The title comes from the day (or evening) before the
feast of
Saint Agnes (or
St. Agnes' Eve). St. Agnes, the patron saint of virgins, died a
martyr in fourth century Rome. The eve falls on January 20; the feast day on the
21. The divinations referred to by Keats in this poem are referred to by
John Aubrey in his
Miscellanies (1696) as being associated with St. Agnes' night.
Background
Keats based his poem on the superstition that a girl could see her future husband in a dream if she performed certain rites on the eve of St. Agnes; that is she would go to bed without any supper, undress herself so that she was completely naked and lie on her bed with her hands under the pillow and looking up to the heavens and not to look behind. Then the proposed husband would appear in her dream, kiss her, and feast with her.
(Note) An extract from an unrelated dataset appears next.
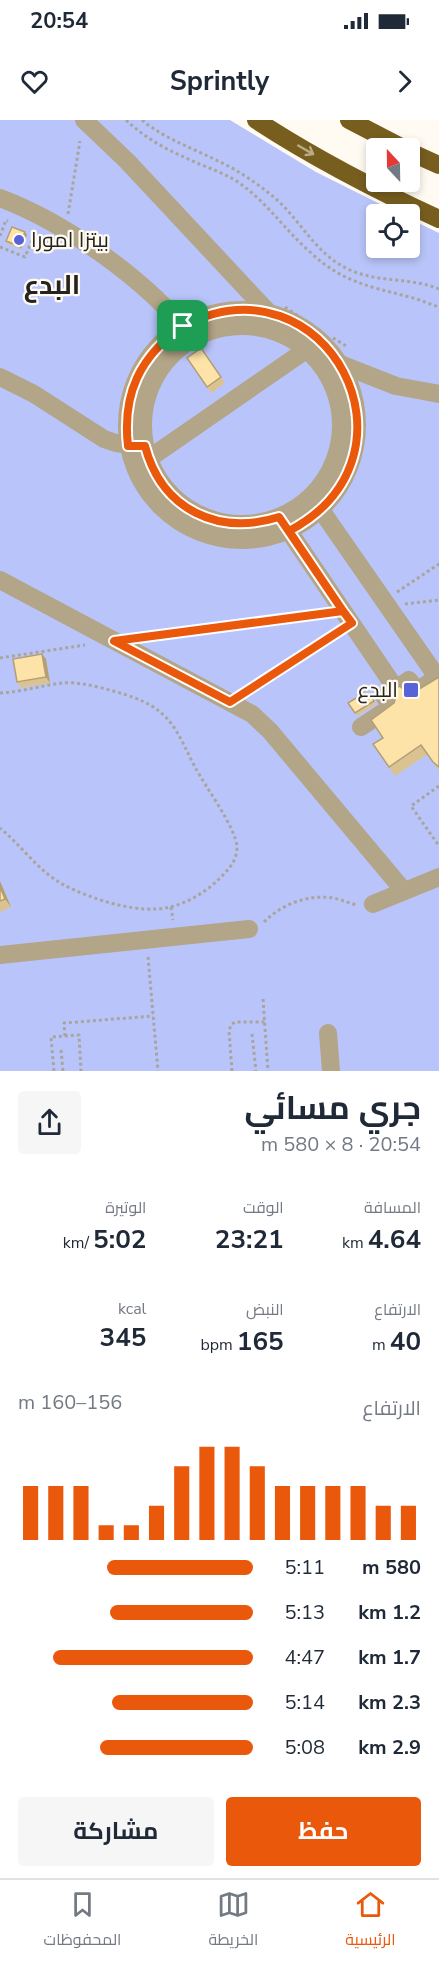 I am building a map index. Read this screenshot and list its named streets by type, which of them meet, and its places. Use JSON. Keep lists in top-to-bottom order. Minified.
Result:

A Scottish version of the ritual would involve young women meeting together on St. Agnes's Eve at midnight, they would go one by one, into a remote field and throw in some grain, after which they repeated the following rhyme in a prayer to St. Agnes:
“ Agnes sweet, and Agnes fair,Hither, hither, now repair;Bonny Agnes, let me seeThe lad who is to marry me. ”In the original version of his poem, Keats emphasized the...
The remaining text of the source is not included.